Background and development 
Confessions on a Dance Floor merged elements from 1970s disco, 1980s electropop and 2000s club music. Madonna decided to incorporate disco-influenced elements in her songs while trying not to remake her music from past, instead choosing to pay tribute towards artists like the Bee Gees and Giorgio Moroder. The songs reflected Madonna's thoughts on love, fame and religion, hence the title Confessions on a Dance Floor. It was the complete opposite direction from her previous studio effort American Life (2003). The songs on that album were a form of diatribe directed at the American society. However, Madonna decided to take a different direction with this album. Regarding the development, Madonna commented:
"When I wrote American Life, I was very agitated by what was going on in the world around me, [...] I was angry. I had a lot to get off my chest.

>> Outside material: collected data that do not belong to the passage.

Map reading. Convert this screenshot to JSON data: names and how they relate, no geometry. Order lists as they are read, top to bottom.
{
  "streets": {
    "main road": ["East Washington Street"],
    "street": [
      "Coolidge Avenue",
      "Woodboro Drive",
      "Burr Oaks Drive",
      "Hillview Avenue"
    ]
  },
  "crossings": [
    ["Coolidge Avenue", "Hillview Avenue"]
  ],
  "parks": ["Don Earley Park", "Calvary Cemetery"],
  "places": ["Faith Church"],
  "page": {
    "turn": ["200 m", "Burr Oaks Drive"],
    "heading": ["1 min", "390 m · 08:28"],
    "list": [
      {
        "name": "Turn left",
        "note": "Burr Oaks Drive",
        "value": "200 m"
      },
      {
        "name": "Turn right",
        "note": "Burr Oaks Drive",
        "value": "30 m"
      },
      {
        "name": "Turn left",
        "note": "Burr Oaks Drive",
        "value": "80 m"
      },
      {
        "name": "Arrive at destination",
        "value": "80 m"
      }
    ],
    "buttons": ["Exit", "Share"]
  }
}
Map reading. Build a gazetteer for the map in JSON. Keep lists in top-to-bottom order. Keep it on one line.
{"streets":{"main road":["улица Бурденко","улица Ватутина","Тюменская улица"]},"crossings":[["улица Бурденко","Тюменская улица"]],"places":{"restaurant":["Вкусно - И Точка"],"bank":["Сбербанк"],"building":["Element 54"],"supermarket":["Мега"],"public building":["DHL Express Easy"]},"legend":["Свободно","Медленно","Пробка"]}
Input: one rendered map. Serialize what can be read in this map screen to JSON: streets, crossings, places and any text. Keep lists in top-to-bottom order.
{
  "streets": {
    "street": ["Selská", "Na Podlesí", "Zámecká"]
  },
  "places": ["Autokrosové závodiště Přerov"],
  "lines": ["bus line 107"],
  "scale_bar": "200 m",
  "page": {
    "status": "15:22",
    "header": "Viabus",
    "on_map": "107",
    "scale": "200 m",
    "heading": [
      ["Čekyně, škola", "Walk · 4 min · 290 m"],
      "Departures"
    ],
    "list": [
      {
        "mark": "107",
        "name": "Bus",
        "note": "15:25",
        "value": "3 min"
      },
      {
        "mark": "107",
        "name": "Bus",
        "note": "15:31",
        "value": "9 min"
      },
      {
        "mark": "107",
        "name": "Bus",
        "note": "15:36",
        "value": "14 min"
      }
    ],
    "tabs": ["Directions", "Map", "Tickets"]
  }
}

I made a lot of political statements. But now, I feel that I just want to have fun; I want to dance; I want to feel buoyant. And I want to give other people the same feeling. There's a lot of madness in the world around us, and I want people to be happy."
She started to work with Mirwais Ahmadzaï with whom she had previously developed her eighth album Music (2000). However, that collaboration did not suit Madonna's musical direction. According to Madonna, "[Producer] Mirwais is also very political, seriously cerebral and intellectual. All we did was sit around, talking politics all the time. So, that couldn't help but find its way into the music. I think there's an angry aspect to the music that directly reflects my feelings at the time." Hence after recording tracks with Mirwais, Madonna decided to stop the project and start fresh. It was then that she turned to Stuart Price who had served as musical director on her two previous concert tours and co-wrote one song on American Life.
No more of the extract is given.